**Your task:**
Restate the listing word for word. Stop at the line that holds "I am building", include it, and leave out all pictures.

**Information shown:**
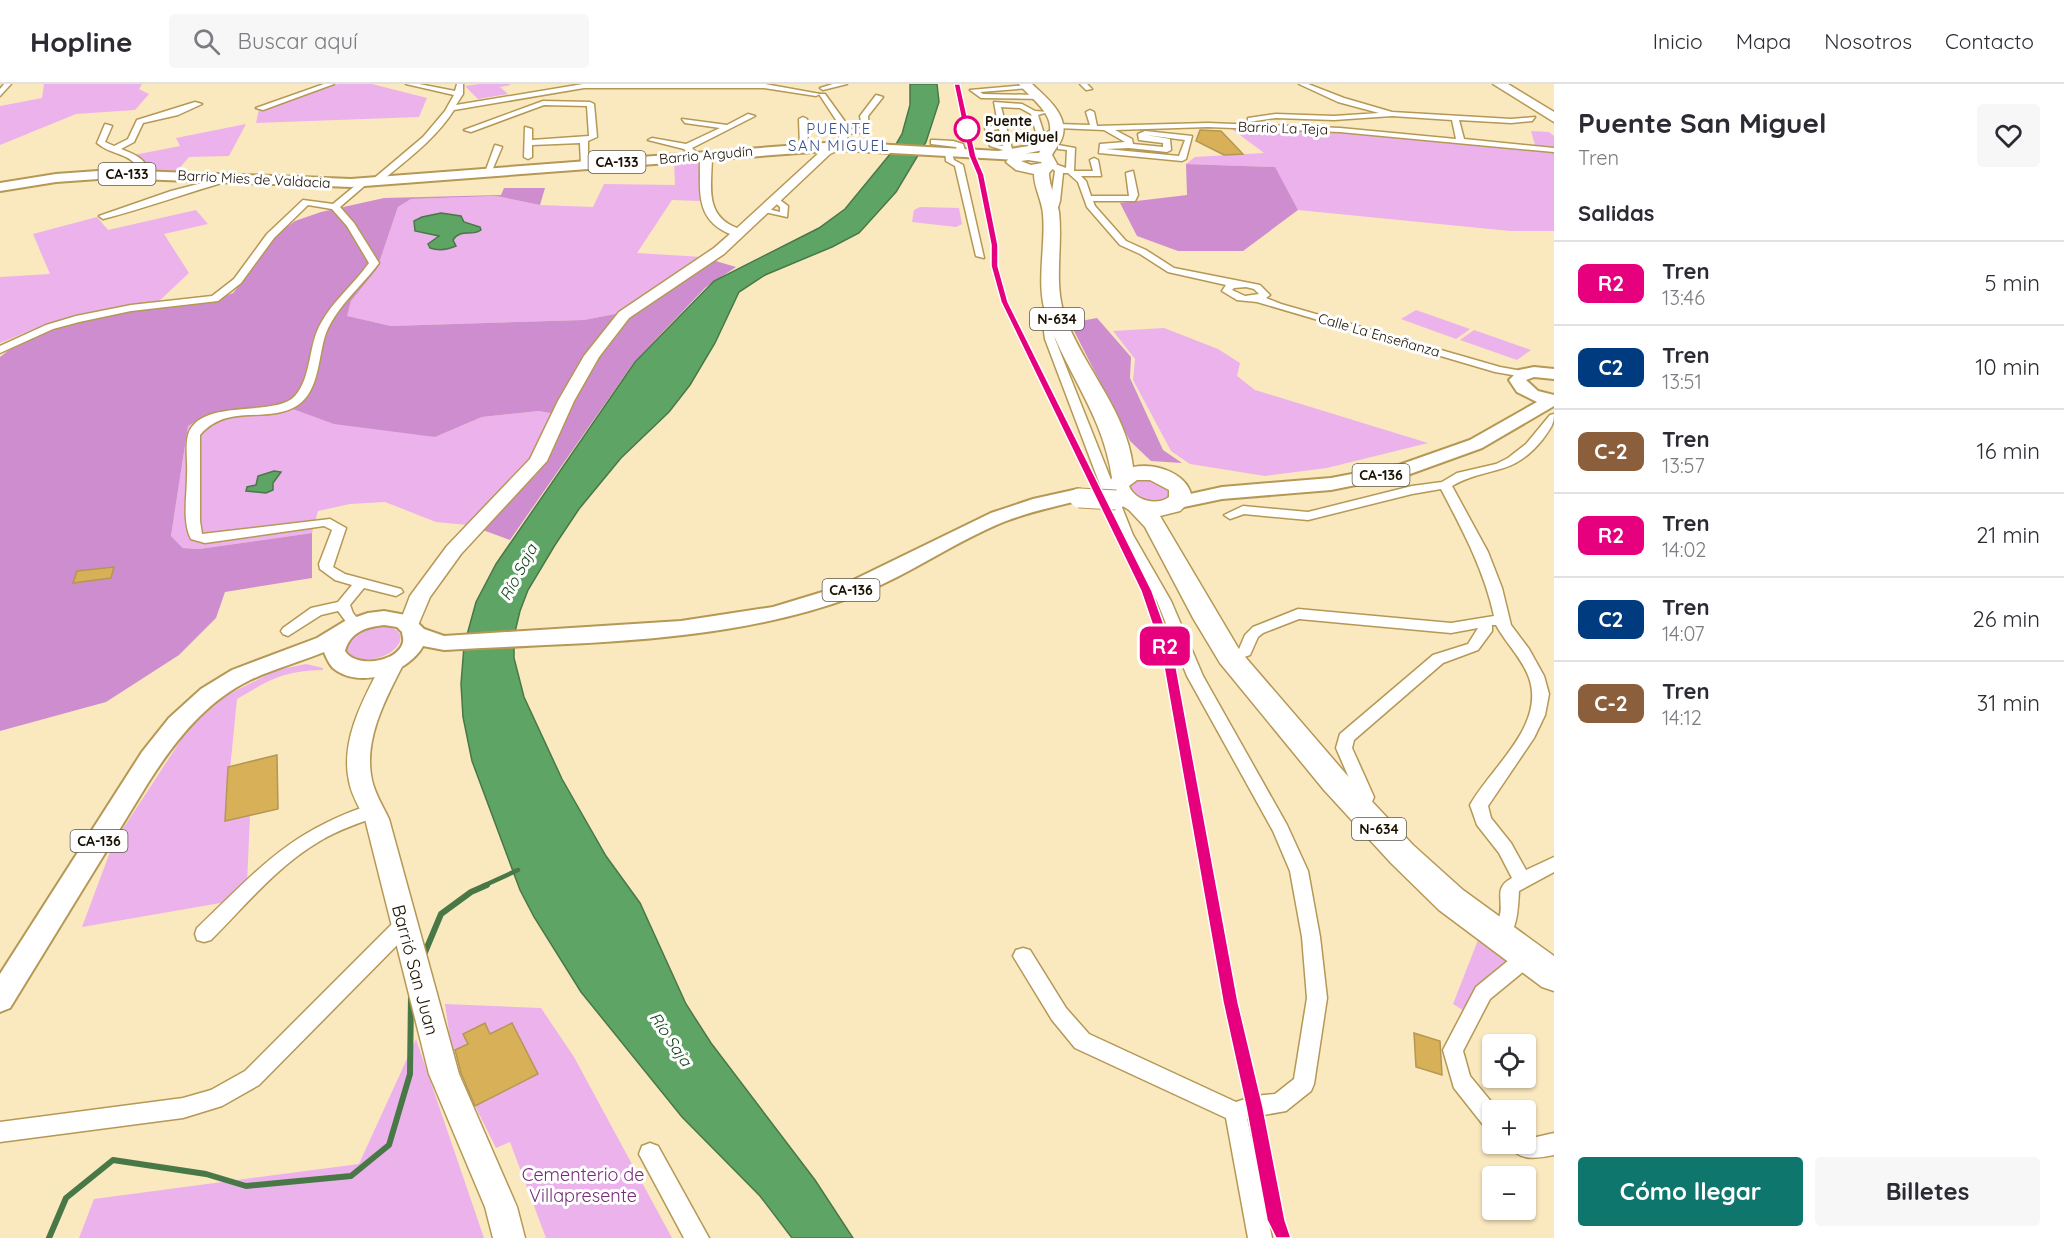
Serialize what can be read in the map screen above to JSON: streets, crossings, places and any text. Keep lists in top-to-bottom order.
{
  "streets": {
    "highway": ["N-634"],
    "main road": [
      "Barrio Argudín",
      "CA-133",
      "Barrio Mies de Valdacia",
      "CA-136"
    ],
    "street": ["Barrio La Teja", "Calle La Enseñanza", "Barrió San Juan"]
  },
  "crossings": [
    ["Barrio Argudín", "CA-133"],
    ["Barrio Argudín", "Barrio Mies de Valdacia"],
    ["N-634", "CA-136"],
    ["CA-136", "Barrió San Juan"]
  ],
  "districts": ["PUENTE SAN MIGUEL"],
  "water": ["Río Saja"],
  "parks": ["Cementerio de Villapresente"],
  "places": ["Puente San Miguel"],
  "page": {
    "header": "Hopline",
    "search": "Buscar aquí",
    "nav": [
      "Inicio",
      "Mapa",
      "Nosotros",
      "Contacto"
    ],
    "on_map": "R2",
    "heading": [
      ["Puente San Miguel", "Tren"],
      "Salidas"
    ],
    "list": [
      {
        "mark": "R2",
        "name": "Tren",
        "note": "13:46",
        "value": "5 min"
      },
      {
        "mark": "C2",
        "name": "Tren",
        "note": "13:51",
        "value": "10 min"
      },
      {
        "mark": "C-2",
        "name": "Tren",
        "note": "13:57",
        "value": "16 min"
      },
      {
        "mark": "R2",
        "name": "Tren",
        "note": "14:02",
        "value": "21 min"
      },
      {
        "mark": "C2",
        "name": "Tren",
        "note": "14:07",
        "value": "26 min"
      },
      {
        "mark": "C-2",
        "name": "Tren",
        "note": "14:12",
        "value": "31 min"
      }
    ],
    "map_buttons": ["+", "−"],
    "buttons": ["Cómo llegar", "Billetes"]
  }
}
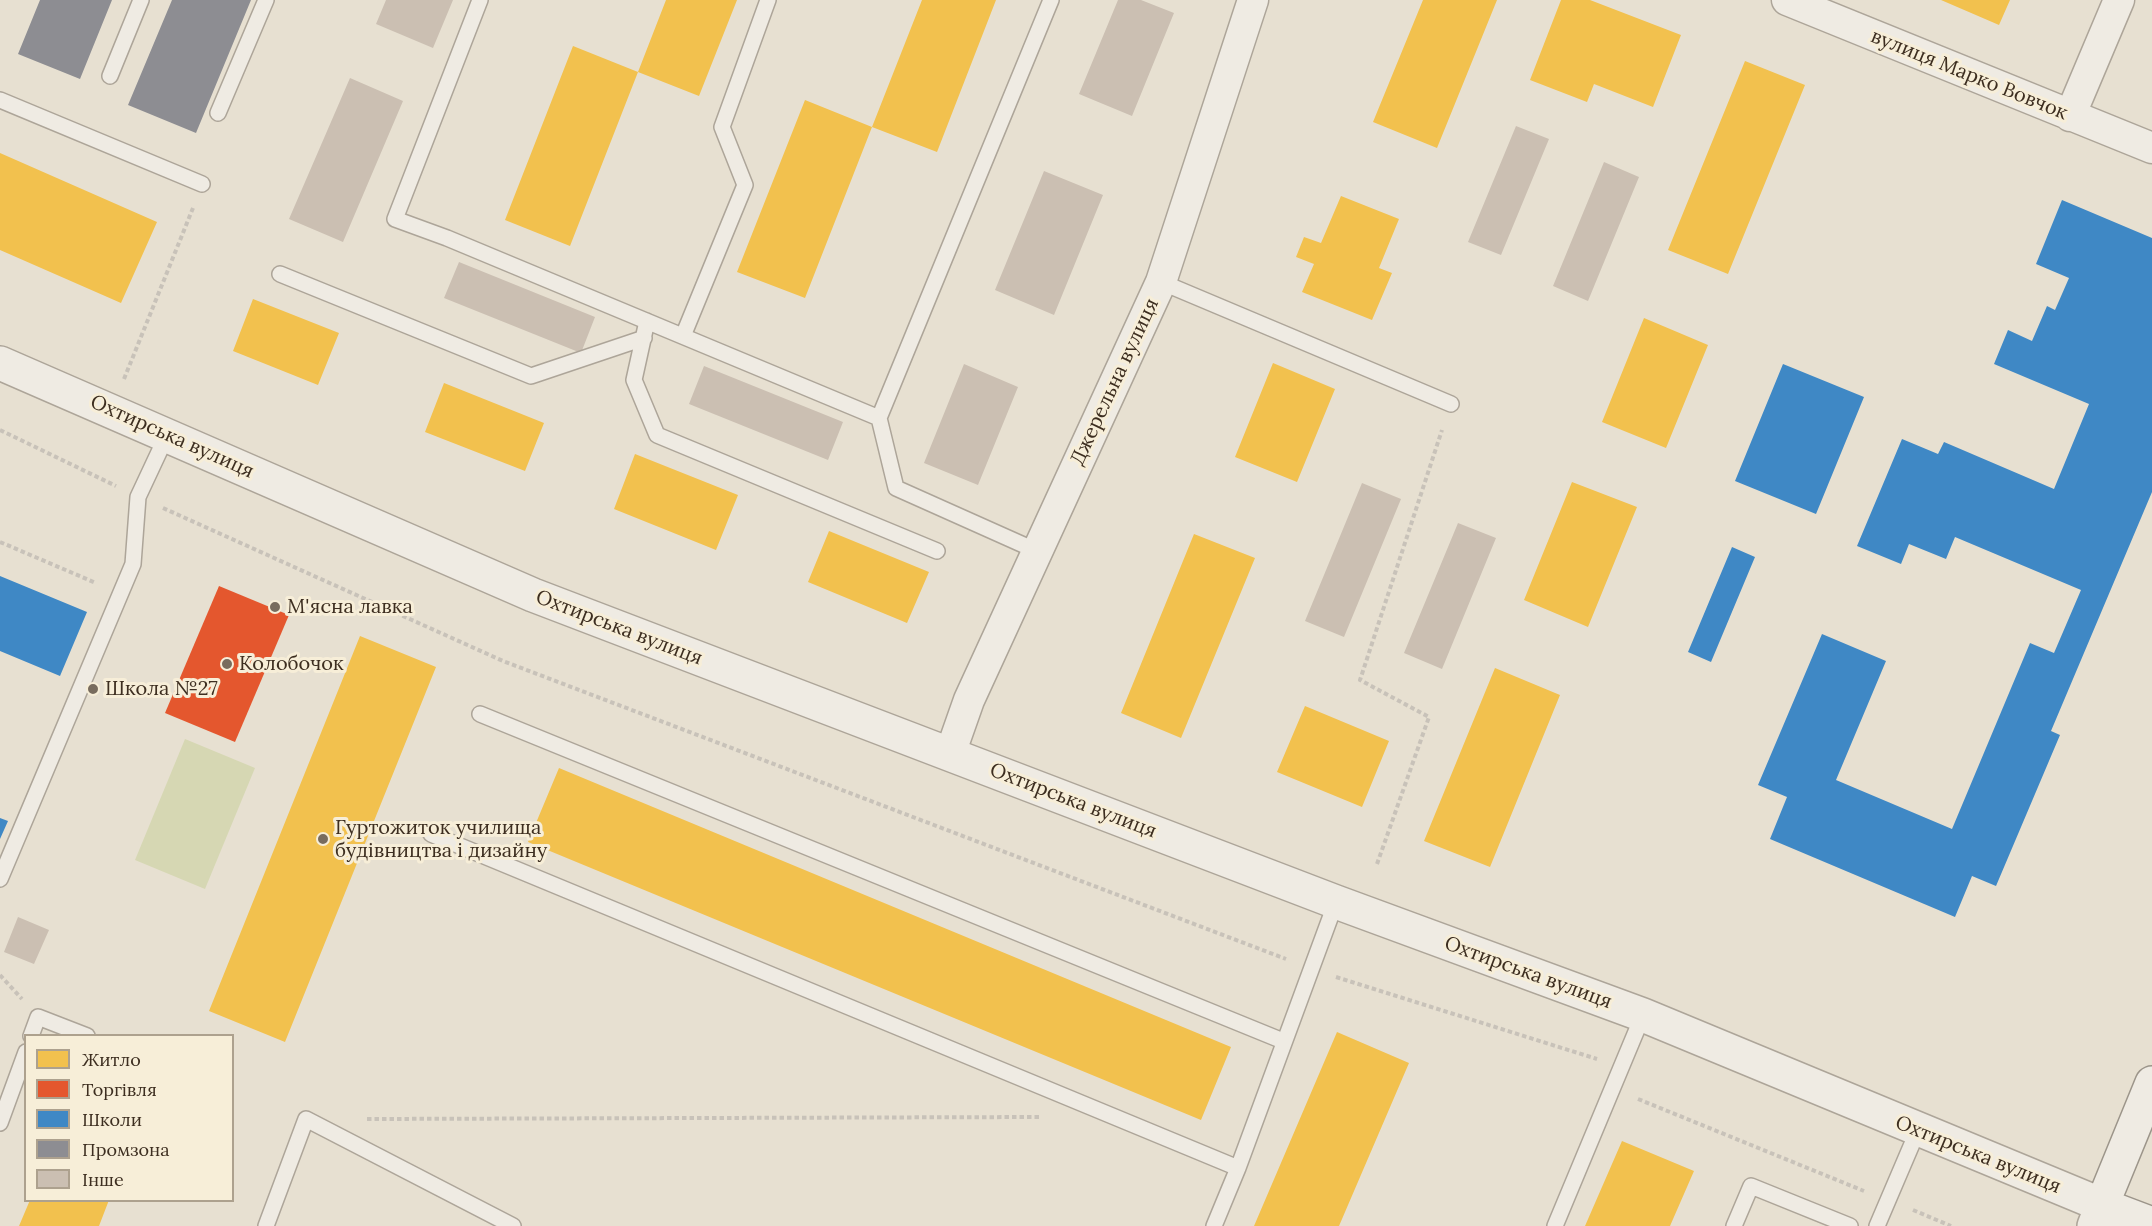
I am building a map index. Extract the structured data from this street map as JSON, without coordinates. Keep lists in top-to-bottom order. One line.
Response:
{"streets":{"street":["вулиця Марко Вовчок","Джерельна вулиця","Охтирська вулиця"]},"crossings":[["Джерельна вулиця","Охтирська вулиця"]],"places":["М'ясна лавка","Колобочок","Школа №27","Гуртожиток училища будівництва і дизайну"],"legend":["Житло","Торгівля","Школи","Промзона","Інше"]}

**Reply:**
Serialize what can be read in the map screen above to JSON: streets, crossings, places and any text. Keep lists in top-to-bottom order.
{
  "streets": {
    "highway": ["N-634"],
    "main road": [
      "Barrio Argudín",
      "CA-133",
      "Barrio Mies de Valdacia",
      "CA-136"
    ],
    "street": ["Barrio La Teja", "Calle La Enseñanza", "Barrió San Juan"]
  },
  "crossings": [
    ["Barrio Argudín", "CA-133"],
    ["Barrio Argudín", "Barrio Mies de Valdacia"],
    ["N-634", "CA-136"],
    ["CA-136", "Barrió San Juan"]
  ],
  "districts": ["PUENTE SAN MIGUEL"],
  "water": ["Río Saja"],
  "parks": ["Cementerio de Villapresente"],
  "places": ["Puente San Miguel"],
  "page": {
    "header": "Hopline",
    "search": "Buscar aquí",
    "nav": [
      "Inicio",
      "Mapa",
      "Nosotros",
      "Contacto"
    ],
    "on_map": "R2",
    "heading": [
      ["Puente San Miguel", "Tren"],
      "Salidas"
    ],
    "list": [
      {
        "mark": "R2",
        "name": "Tren",
        "note": "13:46",
        "value": "5 min"
      },
      {
        "mark": "C2",
        "name": "Tren",
        "note": "13:51",
        "value": "10 min"
      },
      {
        "mark": "C-2",
        "name": "Tren",
        "note": "13:57",
        "value": "16 min"
      },
      {
        "mark": "R2",
        "name": "Tren",
        "note": "14:02",
        "value": "21 min"
      },
      {
        "mark": "C2",
        "name": "Tren",
        "note": "14:07",
        "value": "26 min"
      },
      {
        "mark": "C-2",
        "name": "Tren",
        "note": "14:12",
        "value": "31 min"
      }
    ],
    "map_buttons": ["+", "−"],
    "buttons": ["Cómo llegar", "Billetes"]
  }
}
I am building a map index. Extract the structured data from this street map as JSON, without coordinates. Keep lists in top-to-bottom order. One line.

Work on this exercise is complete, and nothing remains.